Newspapers and pundits complain that lower oil prices hurt Nigeria, Russia, Venezuela, and Middle East countries. That's misleading. Maybe Swiss banks will take a hit, with billions of dollars less flowing in from siphoned oil-revenues. But the people of Nigeria, Venezuela and Russia suffer BECAUSE long years of high oil prices enabled their governments to get drunk on oil money and further distort and disrupt their economies.
Lower oil prices also pulls the rug out from under hundreds of green energy projects. Expensive wind and solar projects in the U.S. and Europe have diverted research, engineering, and manufacturing talent away from higher-valued uses and have raised energy costs for companies and customers, especially in Spain, Germany, and the U.K. Maybe far lower oil prices will help Europeans and Americans see the light on weaknesses with today's subsidized and regulated alternative energy sectors.
Another Financial Times story "The Big Drop: Cheap oil burns green" takes a glass half-empty look at these issues.
Again though, today's "green energy" projects are what is seen.

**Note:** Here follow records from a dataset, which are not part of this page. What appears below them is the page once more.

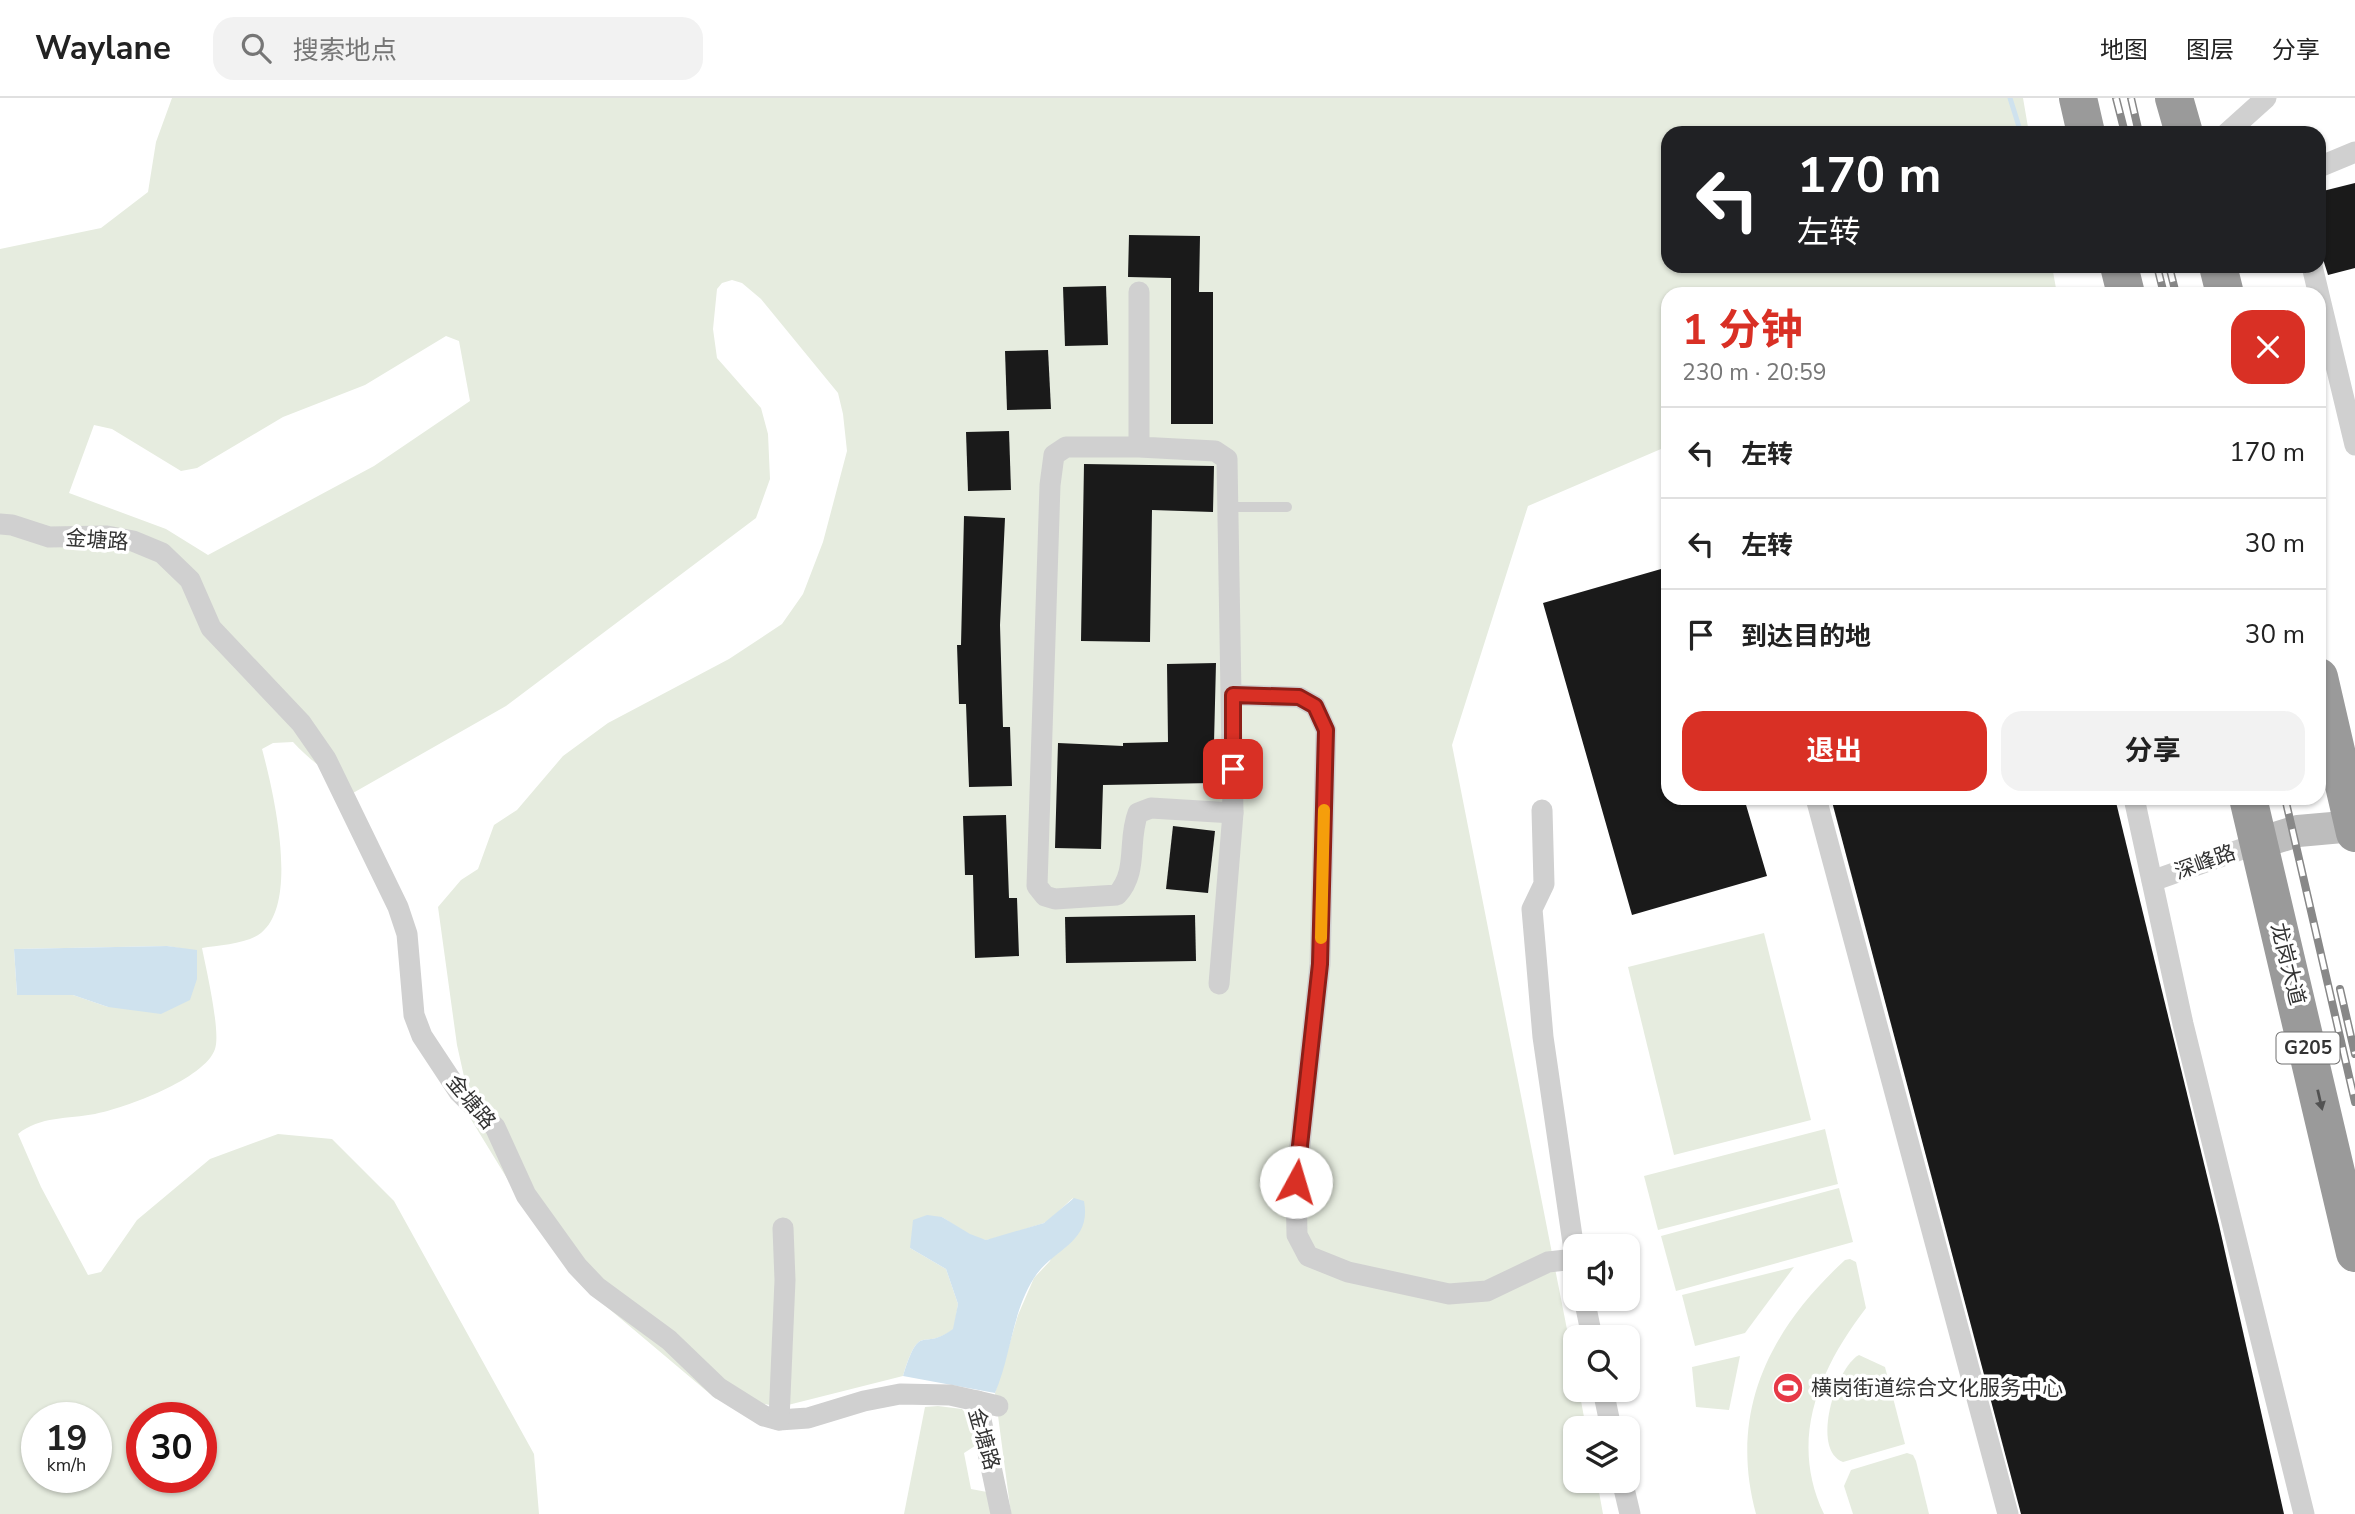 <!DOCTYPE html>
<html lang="zh">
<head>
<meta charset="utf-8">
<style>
  body { margin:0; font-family:"Nunito Sans","Noto Sans SC",sans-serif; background:#f2f2f2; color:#222; height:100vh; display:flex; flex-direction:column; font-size:26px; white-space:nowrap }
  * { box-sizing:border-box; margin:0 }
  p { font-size:23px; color:#767676 }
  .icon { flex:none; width:38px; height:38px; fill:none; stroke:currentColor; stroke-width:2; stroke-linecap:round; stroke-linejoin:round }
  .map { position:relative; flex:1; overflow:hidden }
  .side { position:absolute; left:1661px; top:189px; width:665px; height:518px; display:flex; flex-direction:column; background:#fff; border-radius:21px; box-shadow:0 2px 5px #0004 }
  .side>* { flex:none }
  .guide { position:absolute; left:1661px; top:28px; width:665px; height:147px; border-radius:21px; box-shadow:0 2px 5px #0004; background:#202124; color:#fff; overflow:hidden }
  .tools { position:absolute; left:1563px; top:1136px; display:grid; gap:14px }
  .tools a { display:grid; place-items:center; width:77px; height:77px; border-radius:14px; background:#fff; box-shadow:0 2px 5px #0004; font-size:35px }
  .speed { position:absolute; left:21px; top:1304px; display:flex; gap:14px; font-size:35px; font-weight:700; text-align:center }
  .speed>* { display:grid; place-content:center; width:91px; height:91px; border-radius:50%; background:#fff; box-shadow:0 2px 5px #0004; line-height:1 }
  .speed small { font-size:18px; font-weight:400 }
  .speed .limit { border:10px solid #d22; background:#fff; color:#111 }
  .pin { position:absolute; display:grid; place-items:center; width:60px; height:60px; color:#fff; margin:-30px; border-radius:14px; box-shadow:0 4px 10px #0006 }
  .me { position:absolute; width:77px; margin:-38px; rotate:6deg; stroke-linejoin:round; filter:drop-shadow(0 0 5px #0008) }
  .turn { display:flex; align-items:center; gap:24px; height:147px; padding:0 21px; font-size:32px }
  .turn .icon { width:91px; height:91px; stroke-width:2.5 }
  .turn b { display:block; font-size:49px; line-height:60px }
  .round { display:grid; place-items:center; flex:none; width:74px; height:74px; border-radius:21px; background:#f2f2f2 }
  .head { display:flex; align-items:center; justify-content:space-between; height:119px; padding:0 21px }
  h1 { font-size:42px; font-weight:700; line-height:52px; color:#d93025 }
  .button { display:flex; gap:14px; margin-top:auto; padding:14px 21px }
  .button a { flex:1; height:80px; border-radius:21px; background:#d93025; color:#fff; font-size:28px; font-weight:700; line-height:80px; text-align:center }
  .button a+a { background:#f2f2f2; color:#222 }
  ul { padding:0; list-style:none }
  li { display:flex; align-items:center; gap:21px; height:91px; padding:0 21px; border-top:2px solid #e0e0e0 }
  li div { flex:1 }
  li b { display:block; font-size:26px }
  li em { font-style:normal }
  header { display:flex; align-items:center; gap:42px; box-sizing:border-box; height:98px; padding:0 35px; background:#fff; border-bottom:2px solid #e0e0e0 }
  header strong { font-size:33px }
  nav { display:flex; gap:38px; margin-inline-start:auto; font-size:24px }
  .search { width:490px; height:63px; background:#f2f2f2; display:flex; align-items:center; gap:18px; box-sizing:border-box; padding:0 24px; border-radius:21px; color:#767676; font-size:26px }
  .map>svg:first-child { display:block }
</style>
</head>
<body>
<header>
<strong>Waylane</strong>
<div class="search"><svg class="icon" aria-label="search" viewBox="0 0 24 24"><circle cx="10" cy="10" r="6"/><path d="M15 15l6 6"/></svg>搜索地点</div>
<nav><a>地图</a><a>图层</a><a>分享</a></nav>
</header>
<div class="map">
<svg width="2355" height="1416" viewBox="0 0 2355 1416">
  <rect width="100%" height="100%" fill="#fff"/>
  <!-- green -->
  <g fill="#e6ecdf" fill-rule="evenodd">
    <path d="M172,0h1851l6,35h-361v133h384l5,28h-389v152l-140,60 -76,239 123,625v20h4l7,38h-11v52l22,1 6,33h-592l-16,-121 23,-78 16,-37 16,-17 23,-63c-9,7 -19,20 -29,25 -6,2 -53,17 -58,17 -16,-2 -31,-15 -44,-23l-32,31 36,21 12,35 -4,25c-33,24 -33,-10 -51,47l-123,31 -20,-4 -30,-12 -14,8 -134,-113 -60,-83 -64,-105 9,-8 -10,-45 -19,-138 23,-27 17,-11 16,-44 23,-15 46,-54 45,-33 121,-64 53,-35 21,-30 20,-52 24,-91 -4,-37 -5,-21 -77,-94 -19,-16 -10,-3 -10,3 -5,6 -4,40 4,29 44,50 7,26 2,45 -14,39 -250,188 -153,87c-20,-18 -42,-31 -60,-51l-20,1 -11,6c11,41 38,153 -1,184 -14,11 -42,12 -59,15 4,20 19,84 13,101 -10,30 -90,59 -120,65 -27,5 -55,2 -77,20l23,53 47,88 13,-3 36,-52 73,-61 68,-25 54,5 62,62 140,253 5,60h-539v-1265l101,-21 47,-36 8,-50zM446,238l13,5 11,60 -96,65 -166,89 -42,-26 -97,-36 25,-68 18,4 69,42 16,-3 86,-51 82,-32zM167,848l30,5 -89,56 -35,-12h-56l-3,-46zM37,1320h59v59h-59zM142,1320h59v59h-59z"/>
    <path d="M1764,835l47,187 -137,35 -46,-188z"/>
    <path d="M1825,1031l13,55 -180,46 -14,-54z"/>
    <path d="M1839,1090l14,54 -177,49 -15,-55z"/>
    <path d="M1850,1161l6,3 10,46c-46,60 -78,131 -42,206h-68c-28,-103 14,-185 89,-254z"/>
    <path d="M1794,1169l-49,66 -50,13 -13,-51z"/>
    <path d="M1859,1257l26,12 20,77 -62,18c-33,-12 -7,-95 16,-107z"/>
    <path d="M1740,1258l-11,54 -33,-3 -4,-40z"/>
    <path d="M938,1308l24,3 15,18 1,17 -14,9 7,36 16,3 7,22h-90l21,-107z"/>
    <path d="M1907,1355l6,2 3,6 13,53h-76l-9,-28 7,-16z"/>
  </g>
  <!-- water -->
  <g fill="#cfe2ee">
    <path d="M167,848l30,4v29l-7,21 -29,14 -53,-7 -35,-12h-56l-3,-46z"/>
    <path d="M1074,1100l10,3c8,43 -31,47 -50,77 -22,34 -23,78 -39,115l-92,-17c18,-57 18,-23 50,-47l5,-25 -12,-35 -36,-21 3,-28 14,-5 15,2 28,17 16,6 58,-17z"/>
  </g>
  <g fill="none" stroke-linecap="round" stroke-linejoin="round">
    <!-- stream -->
    <path stroke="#cfe2ee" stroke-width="5" d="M2010,0l11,35"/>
  </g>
  <!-- building -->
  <g fill="#1a1a1a">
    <path d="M2355,85v85l-27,7 -9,-29v-54z"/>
    <path d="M1129,137l71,1 -1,56h14v132h-42v-146l-43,-1z"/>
    <path d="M1106,188l2,59 -43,1 -2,-59z"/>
    <path d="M1048,252l3,59 -44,1 -2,-59z"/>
    <path d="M1009,333l2,59 -43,1 -2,-59z"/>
    <path d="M1084,366l130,2 -1,46 -61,-2 -2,132 -69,-1z"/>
    <path d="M964,418l41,2 -5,107 3,102h7l2,59 -43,1 -3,-83h-7l-2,-59h4z"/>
    <path d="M1668,469v231h76l23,78 -135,39 -89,-312z"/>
    <path d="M1216,565l-3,120 -110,2 -2,64 -46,-1 3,-105 65,3v-3l45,-1 -1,-78z"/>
    <path d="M1831,700h284l104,427 65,289h-263z"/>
    <path d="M1006,717l3,83h8l2,58 -44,2 -2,-83h-8l-2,-59z"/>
    <path d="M1173,728l42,5 -7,62 -42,-4z"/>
    <path d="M1195,817l1,46 -130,2 -1,-46z"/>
  </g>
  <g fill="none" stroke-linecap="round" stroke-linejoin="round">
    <!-- lane -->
    <path stroke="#d0d0d0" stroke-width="10" d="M1230,409h57"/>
    <!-- street -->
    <g stroke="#d0d0d0" stroke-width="21">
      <path d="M2227,35l39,-35"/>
      <path d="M2319,69l36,-15"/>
      <path d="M2312,168l43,179"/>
      <path d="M1139,349l76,4 12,8 6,354 -82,-5 -13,5c-11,28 1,58 -21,82l-62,4 -10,-3 -8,-10 13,-401 4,-30 12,-8h73v-155"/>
      <path d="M0,426l12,1 37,12 58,-1 26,5 29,12 28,27 21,48 90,95 25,36 72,148 9,27 7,81 8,21 37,56 36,35 31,68 51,71 20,21 72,53 50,48 45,28 15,4 29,-2 56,-17 36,-7 50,1 27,6 24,113"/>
      <path d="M1233,597l66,2 16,9 11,24 -6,234 -24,218 1,53 11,21 40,16 101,22 38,-3 61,-29 27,-3"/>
      <path d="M1816,700l192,716"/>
      <path d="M2134,700l49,226 121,490"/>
      <path d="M1542,712l2,74 -12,25 11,128 32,220"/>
      <path d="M2152,783l107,-38"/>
      <path d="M1219,886l14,-171"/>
      <path d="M1584,1200l8,39"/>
      <path d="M1603,1292l8,38"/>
      <path d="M977,1303l21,5"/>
      <path d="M779,1322l6,-140 -2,-52"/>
      <path d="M1622,1382l8,34"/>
    </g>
    <!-- secondary -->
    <path stroke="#bdbdbd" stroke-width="32" d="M2259,745l39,-12 57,-5"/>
    <!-- highway -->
    <g stroke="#9a9a9a" stroke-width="38">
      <path d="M2078,0l8,35"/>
      <path d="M2174,0l10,35"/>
      <path d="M2119,168l7,28"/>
      <path d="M2218,168l7,28"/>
      <path d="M2319,579l36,156"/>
      <path d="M2248,700l107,455"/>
    </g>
    <!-- rail casing -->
    <g stroke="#888" stroke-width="8">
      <g id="rail">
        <path d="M2116,0l9,35"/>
        <path d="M2131,0l8,35"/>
        <path d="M2157,168l7,28"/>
        <path d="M2169,168l7,28"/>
        <path d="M2285,700l70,304"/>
        <path d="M2340,891l15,65"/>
      </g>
    </g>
    <!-- rail -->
    <use href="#rail" stroke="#fff" stroke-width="5" stroke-dasharray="16" stroke-linecap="butt"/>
  </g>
  <!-- one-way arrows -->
  <defs><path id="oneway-solid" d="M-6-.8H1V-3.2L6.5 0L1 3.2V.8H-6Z" transform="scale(1.75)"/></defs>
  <use fill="#525252" href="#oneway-solid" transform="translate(2320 1002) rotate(77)"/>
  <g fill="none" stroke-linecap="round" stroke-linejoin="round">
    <!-- route casing -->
    <g stroke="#8d1f18" stroke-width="18">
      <path id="route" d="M1233,671v-74l66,2 16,9 11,24 -6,234 -24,218"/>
    </g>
    <!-- route -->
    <use href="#route" stroke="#d93025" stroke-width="12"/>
    <!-- slow -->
    <path stroke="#f59e0b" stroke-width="12" d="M1321,840l3,-128"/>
  </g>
  <!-- icons -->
  <defs>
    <g id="stadium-disc" transform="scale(1.575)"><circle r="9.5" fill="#e63946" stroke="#fff"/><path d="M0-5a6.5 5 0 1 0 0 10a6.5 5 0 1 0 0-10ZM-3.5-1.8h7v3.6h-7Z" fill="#fff"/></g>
  </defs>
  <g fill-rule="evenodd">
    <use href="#stadium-disc" x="1788" y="1290"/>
  </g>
  <g text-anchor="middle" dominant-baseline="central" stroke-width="7" stroke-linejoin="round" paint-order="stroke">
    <!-- shield labels -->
    <rect fill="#fff" stroke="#707070" stroke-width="2" x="2276.5" y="934.5" width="63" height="31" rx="5"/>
    <g font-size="19" font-weight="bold" fill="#333">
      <text x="2308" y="950">G205</text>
    </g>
    <!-- street labels -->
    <g font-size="21" fill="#333" stroke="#fff">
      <text transform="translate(97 442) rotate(4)">金塘路</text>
      <text transform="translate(2205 764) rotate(-20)">深峰路</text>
      <text transform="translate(2288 866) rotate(76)">龙岗大道</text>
      <text transform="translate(471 1004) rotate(50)">金塘路</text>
      <text transform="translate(984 1341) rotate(74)">金塘路</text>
    </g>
    <!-- poi labels -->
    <g font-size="21" fill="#333" stroke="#fff" text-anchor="start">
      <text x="1811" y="1290">横岗街道综合文化服务中心</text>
    </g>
  </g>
</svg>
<div class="tools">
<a><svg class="icon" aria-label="sound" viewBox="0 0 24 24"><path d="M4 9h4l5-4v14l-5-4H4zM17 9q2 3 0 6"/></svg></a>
<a><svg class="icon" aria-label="search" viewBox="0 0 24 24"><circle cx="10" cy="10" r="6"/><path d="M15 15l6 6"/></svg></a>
<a><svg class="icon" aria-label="layers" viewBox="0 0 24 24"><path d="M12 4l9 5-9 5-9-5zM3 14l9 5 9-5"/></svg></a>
</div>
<div class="speed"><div>19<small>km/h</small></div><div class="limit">30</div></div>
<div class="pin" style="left:1233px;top:671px;background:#d93025"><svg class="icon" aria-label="arrive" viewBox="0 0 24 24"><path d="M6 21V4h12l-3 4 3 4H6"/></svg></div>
<svg class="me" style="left:1296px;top:1084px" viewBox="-20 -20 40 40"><circle r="19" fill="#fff"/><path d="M0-13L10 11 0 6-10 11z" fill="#d93025"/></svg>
<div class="guide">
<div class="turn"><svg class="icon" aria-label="left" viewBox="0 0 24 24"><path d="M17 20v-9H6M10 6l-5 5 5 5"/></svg><div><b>170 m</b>左转</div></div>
</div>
<section class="side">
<div class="head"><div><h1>1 分钟</h1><p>230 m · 20:59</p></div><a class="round" style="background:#d93025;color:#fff"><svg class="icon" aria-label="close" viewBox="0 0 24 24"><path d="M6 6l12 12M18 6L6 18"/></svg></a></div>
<ul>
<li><svg class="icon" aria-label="left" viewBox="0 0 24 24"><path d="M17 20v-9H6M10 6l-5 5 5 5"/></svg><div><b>左转</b></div><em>170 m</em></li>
<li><svg class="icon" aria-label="left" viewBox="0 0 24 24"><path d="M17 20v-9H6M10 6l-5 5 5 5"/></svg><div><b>左转</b></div><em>30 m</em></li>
<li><svg class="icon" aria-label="arrive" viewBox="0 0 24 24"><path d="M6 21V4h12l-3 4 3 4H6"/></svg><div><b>到达目的地</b></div><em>30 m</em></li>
</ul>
<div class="button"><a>退出</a><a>分享</a></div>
</section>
</div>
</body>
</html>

What is unseen, and unseeable, are what the world would have developed had those same research and development man-hours and dollars been market-directed rather than politician and green special-interest directed.
Solar, wind, and other alternative energy sources offer a bright, clean, and wonderful future. But market forces will bring these technologies on-stream when inventors, innovators, and entrepreneurs have solved the various cost and development puzzles in their own unexpected ways.
For today, consumers are the majority winners from lower energy prices. Concentrated groups of energy producers, investors, and green-energy projectors benefit from higher energy prices. Media naturally focuses on the concentrated producers hurt by falling energy prices.
Bad news sells newspapers and draws page-views. Stories hinting at it-might-get-much-worse scenarios sell even more papers and page views.
Unseen though are the billions of stories worldwide of everyday people saving at the gas pump, and thereby gaining a little more control of their earnings and lives.